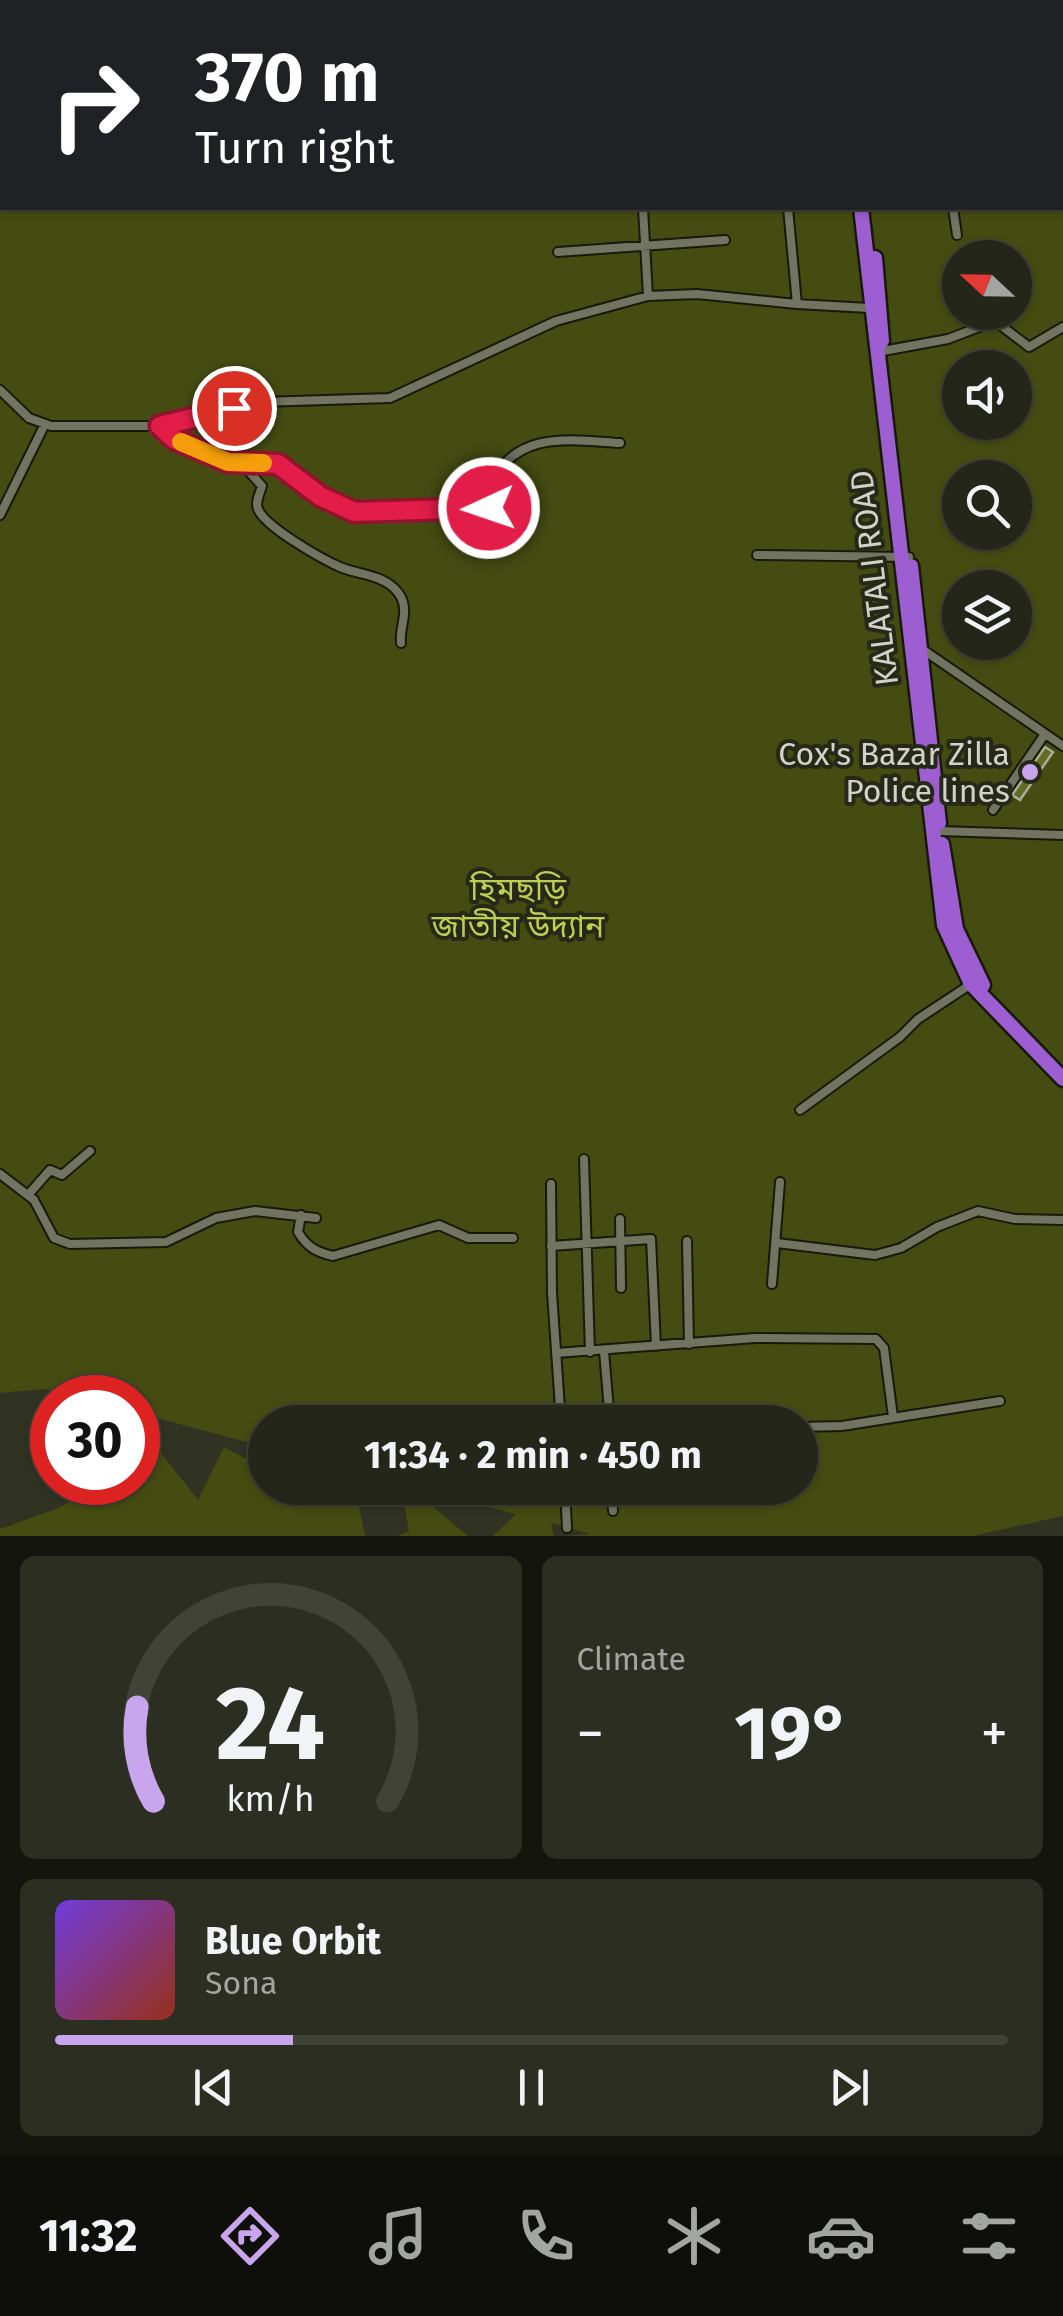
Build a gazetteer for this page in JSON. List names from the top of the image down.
{
  "streets": {
    "highway": ["KALATALI ROAD"]
  },
  "parks": ["হিমছড়ি জাতীয় উদ্যান"],
  "places": ["Cox's Bazar Zilla Police lines"],
  "north": "left",
  "page": {
    "turn": ["370 m", "Turn right"],
    "limit": "30",
    "trip": "11:34 · 2 min · 450 m",
    "tile": "Climate",
    "heat": ["−", "19°", "+"],
    "song": ["Blue Orbit", "Sona"],
    "tabs": "11:32",
    "gauge": ["24", "km/h"]
  }
}
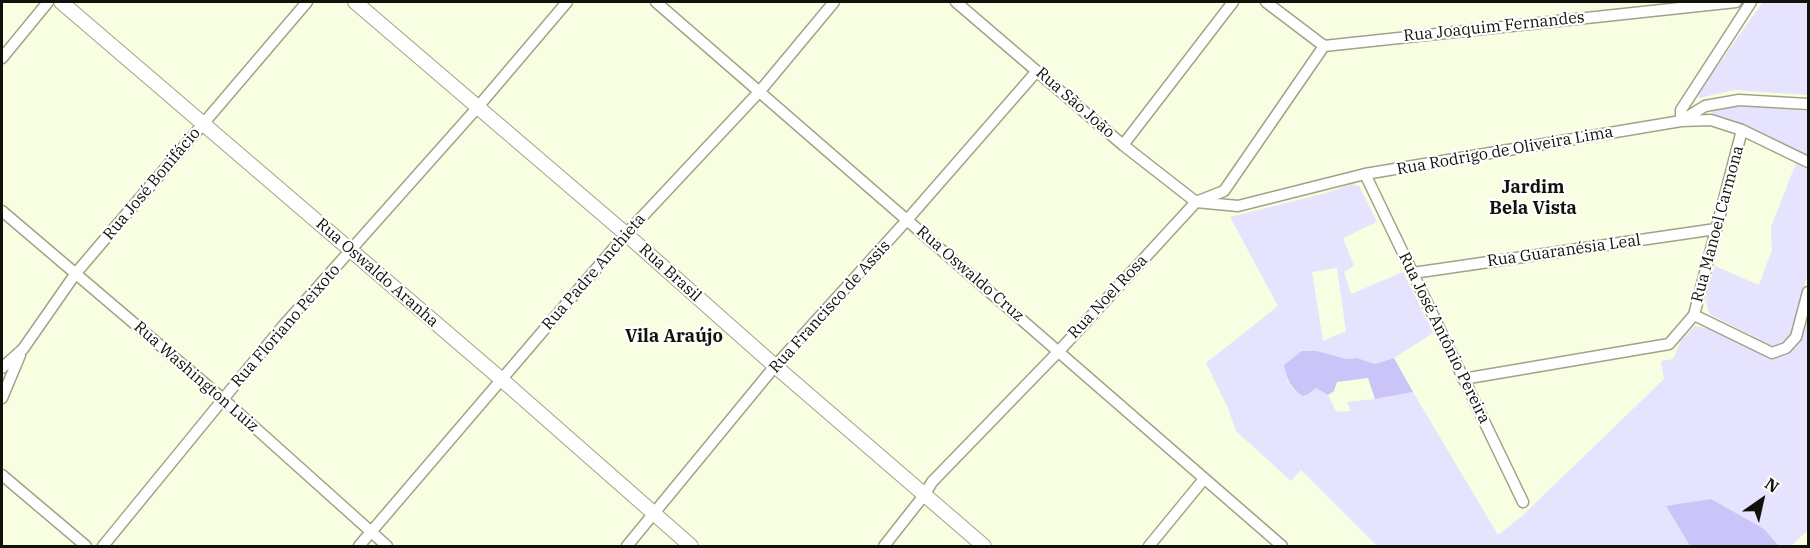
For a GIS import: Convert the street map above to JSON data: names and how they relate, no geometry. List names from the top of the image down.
{
  "streets": {
    "street": [
      "Rua Joaquim Fernandes",
      "Rua São João",
      "Rua Rodrigo de Oliveira Lima",
      "Rua José Bonifácio",
      "Rua Manoel Carmona",
      "Rua Guaranésia Leal",
      "Rua Padre Anchieta",
      "Rua Oswaldo Aranha",
      "Rua Brasil",
      "Rua Oswaldo Cruz",
      "Rua Noel Rosa",
      "Rua Francisco de Assis",
      "Rua Floriano Peixoto",
      "Rua José Antônio Pereira",
      "Rua Washington Luiz"
    ]
  },
  "crossings": [
    ["Rua Joaquim Fernandes", "Rua Noel Rosa"],
    ["Rua São João", "Rua Rodrigo de Oliveira Lima"],
    ["Rua São João", "Rua Noel Rosa"],
    ["Rua São João", "Rua Francisco de Assis"],
    ["Rua Rodrigo de Oliveira Lima", "Rua Manoel Carmona"],
    ["Rua Rodrigo de Oliveira Lima", "Rua Noel Rosa"],
    ["Rua Rodrigo de Oliveira Lima", "Rua José Antônio Pereira"],
    ["Rua José Bonifácio", "Rua Oswaldo Aranha"],
    ["Rua José Bonifácio", "Rua Washington Luiz"],
    ["Rua Manoel Carmona", "Rua Guaranésia Leal"],
    ["Rua Manoel Carmona", "Rua José Antônio Pereira"],
    ["Rua Guaranésia Leal", "Rua José Antônio Pereira"],
    ["Rua Padre Anchieta", "Rua Oswaldo Aranha"],
    ["Rua Padre Anchieta", "Rua Brasil"],
    ["Rua Padre Anchieta", "Rua Oswaldo Cruz"],
    ["Rua Padre Anchieta", "Rua Washington Luiz"],
    ["Rua Oswaldo Aranha", "Rua Francisco de Assis"],
    ["Rua Oswaldo Aranha", "Rua Floriano Peixoto"],
    ["Rua Brasil", "Rua Noel Rosa"],
    ["Rua Brasil", "Rua Francisco de Assis"],
    ["Rua Brasil", "Rua Floriano Peixoto"],
    ["Rua Oswaldo Cruz", "Rua Noel Rosa"],
    ["Rua Oswaldo Cruz", "Rua Francisco de Assis"],
    ["Rua Floriano Peixoto", "Rua Washington Luiz"]
  ],
  "districts": ["Jardim Bela Vista", "Vila Araújo"],
  "north": "top right"
}
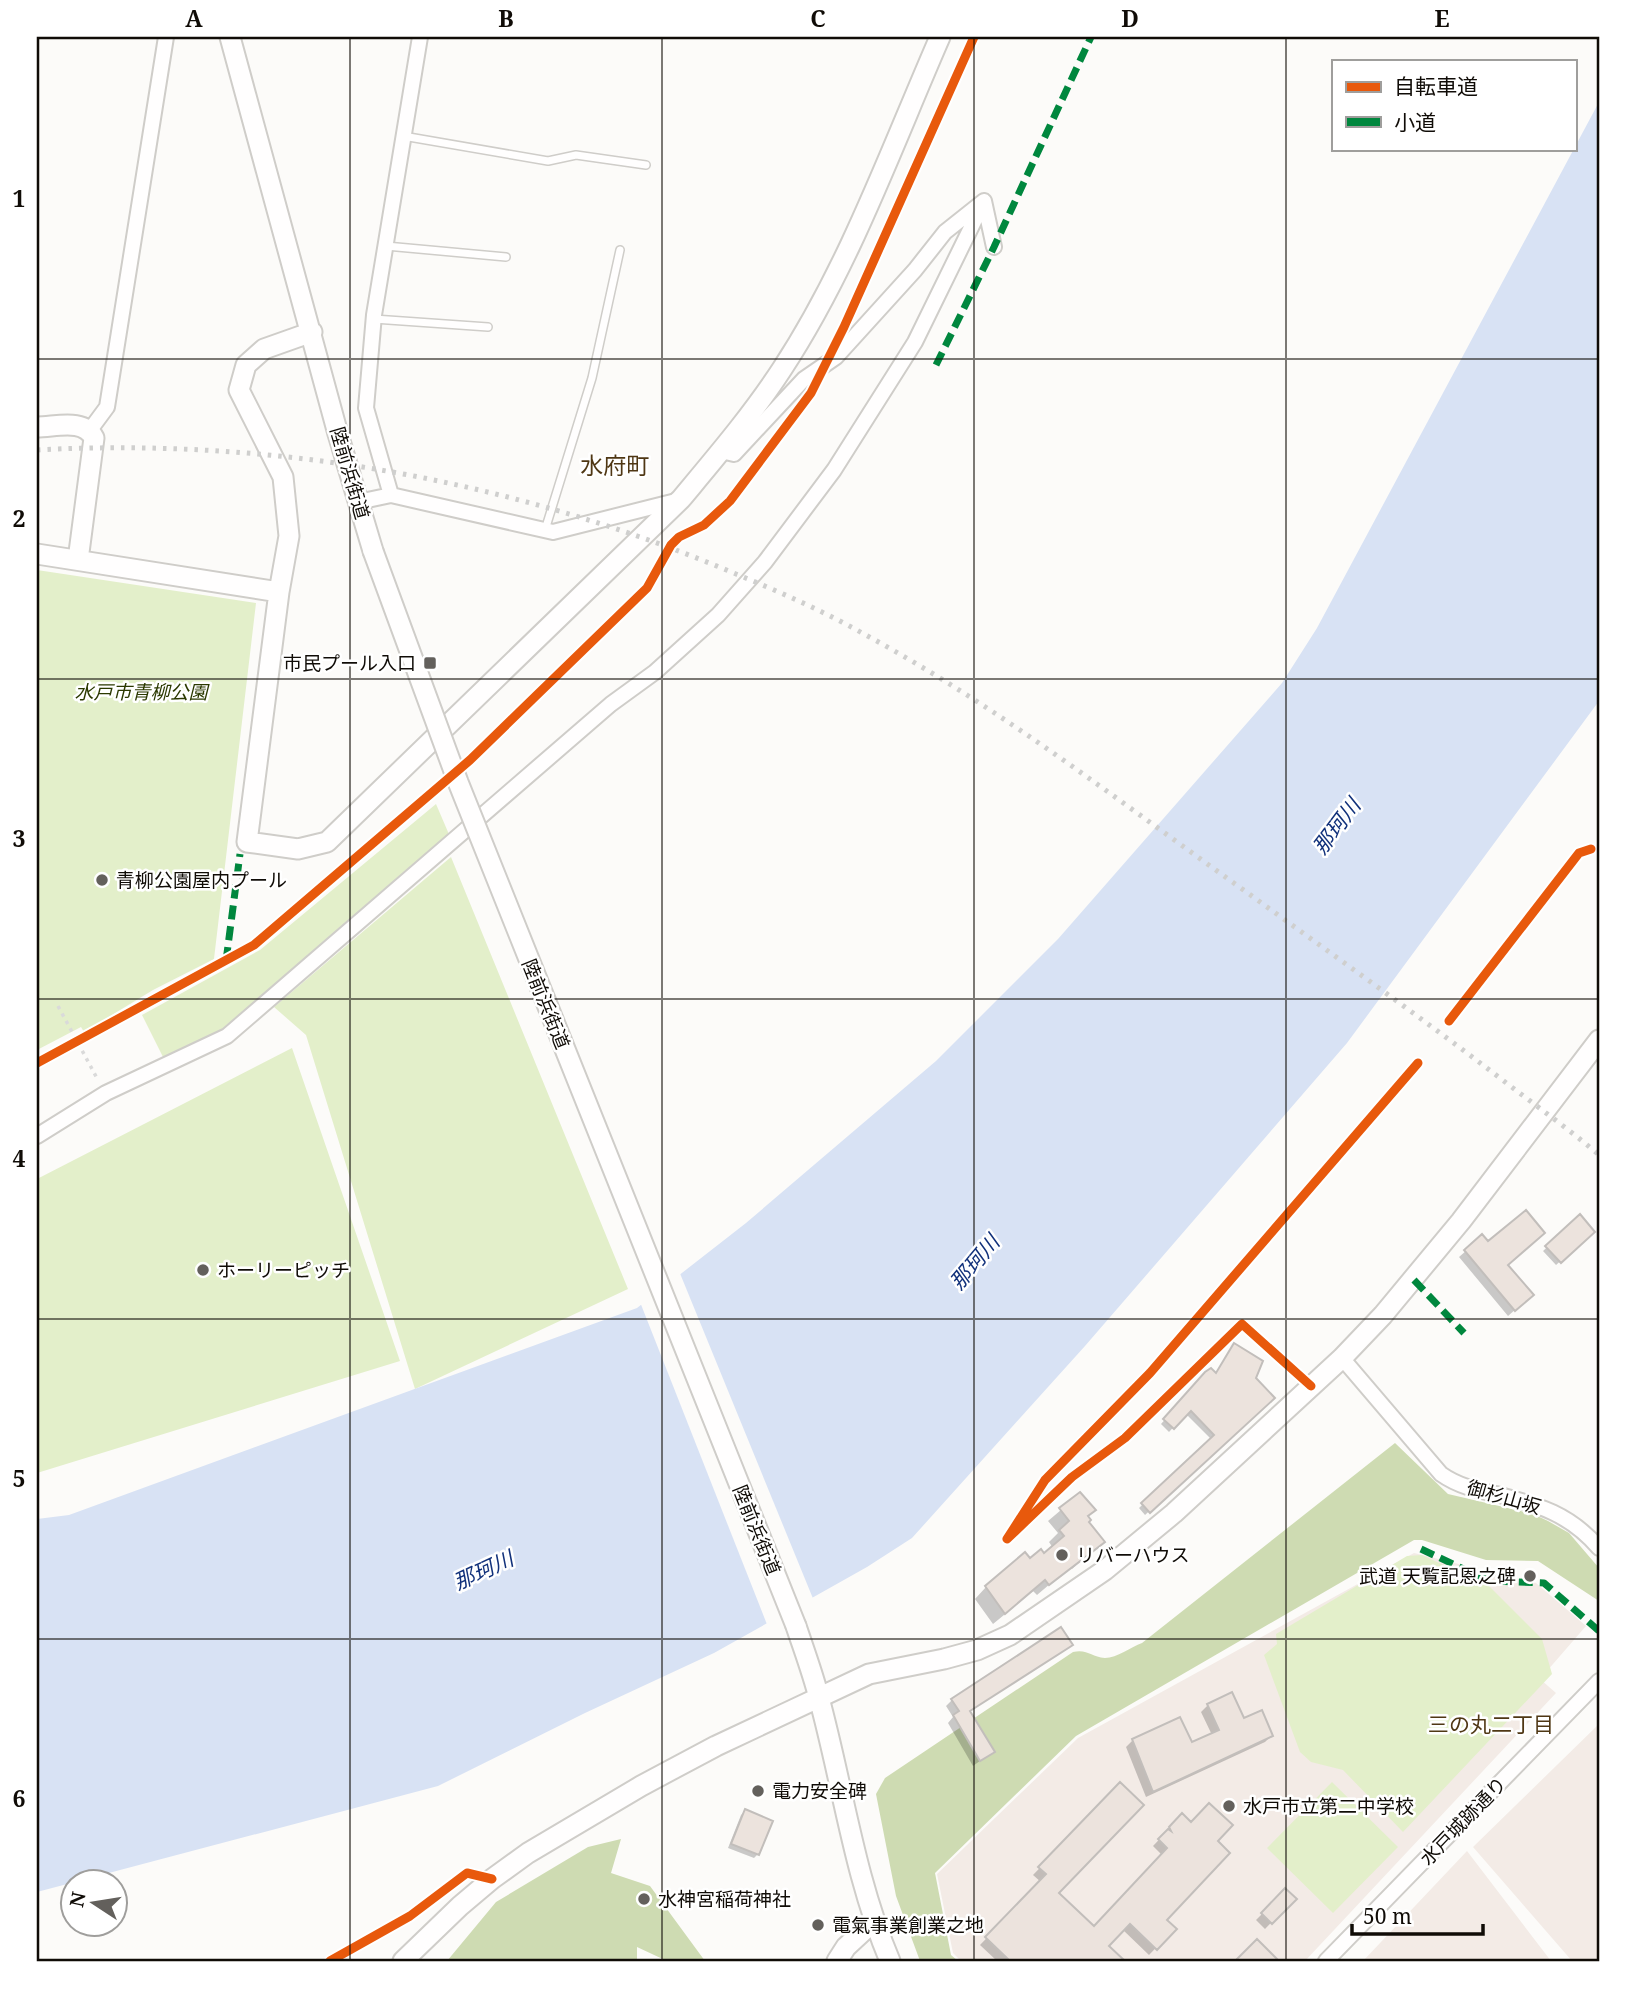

◆ Requirement:
Please output every line of the listing as it stands, and omit its images.

◆ Task output:
Build a gazetteer for this page in JSON. List names from the top of the image down.
{
  "streets": {
    "highway": ["KALATALI ROAD"]
  },
  "parks": ["হিমছড়ি জাতীয় উদ্যান"],
  "places": ["Cox's Bazar Zilla Police lines"],
  "north": "left",
  "page": {
    "turn": ["370 m", "Turn right"],
    "limit": "30",
    "trip": "11:34 · 2 min · 450 m",
    "tile": "Climate",
    "heat": ["−", "19°", "+"],
    "song": ["Blue Orbit", "Sona"],
    "tabs": "11:32",
    "gauge": ["24", "km/h"]
  }
}
For a GIS import: Convert the street map above to JSON data: names and how they relate, no geometry. List names from the top of the image down.
{
  "streets": {
    "street": [
      "Rua Joaquim Fernandes",
      "Rua São João",
      "Rua Rodrigo de Oliveira Lima",
      "Rua José Bonifácio",
      "Rua Manoel Carmona",
      "Rua Guaranésia Leal",
      "Rua Padre Anchieta",
      "Rua Oswaldo Aranha",
      "Rua Brasil",
      "Rua Oswaldo Cruz",
      "Rua Noel Rosa",
      "Rua Francisco de Assis",
      "Rua Floriano Peixoto",
      "Rua José Antônio Pereira",
      "Rua Washington Luiz"
    ]
  },
  "crossings": [
    ["Rua Joaquim Fernandes", "Rua Noel Rosa"],
    ["Rua São João", "Rua Rodrigo de Oliveira Lima"],
    ["Rua São João", "Rua Noel Rosa"],
    ["Rua São João", "Rua Francisco de Assis"],
    ["Rua Rodrigo de Oliveira Lima", "Rua Manoel Carmona"],
    ["Rua Rodrigo de Oliveira Lima", "Rua Noel Rosa"],
    ["Rua Rodrigo de Oliveira Lima", "Rua José Antônio Pereira"],
    ["Rua José Bonifácio", "Rua Oswaldo Aranha"],
    ["Rua José Bonifácio", "Rua Washington Luiz"],
    ["Rua Manoel Carmona", "Rua Guaranésia Leal"],
    ["Rua Manoel Carmona", "Rua José Antônio Pereira"],
    ["Rua Guaranésia Leal", "Rua José Antônio Pereira"],
    ["Rua Padre Anchieta", "Rua Oswaldo Aranha"],
    ["Rua Padre Anchieta", "Rua Brasil"],
    ["Rua Padre Anchieta", "Rua Oswaldo Cruz"],
    ["Rua Padre Anchieta", "Rua Washington Luiz"],
    ["Rua Oswaldo Aranha", "Rua Francisco de Assis"],
    ["Rua Oswaldo Aranha", "Rua Floriano Peixoto"],
    ["Rua Brasil", "Rua Noel Rosa"],
    ["Rua Brasil", "Rua Francisco de Assis"],
    ["Rua Brasil", "Rua Floriano Peixoto"],
    ["Rua Oswaldo Cruz", "Rua Noel Rosa"],
    ["Rua Oswaldo Cruz", "Rua Francisco de Assis"],
    ["Rua Floriano Peixoto", "Rua Washington Luiz"]
  ],
  "districts": ["Jardim Bela Vista", "Vila Araújo"],
  "north": "top right"
}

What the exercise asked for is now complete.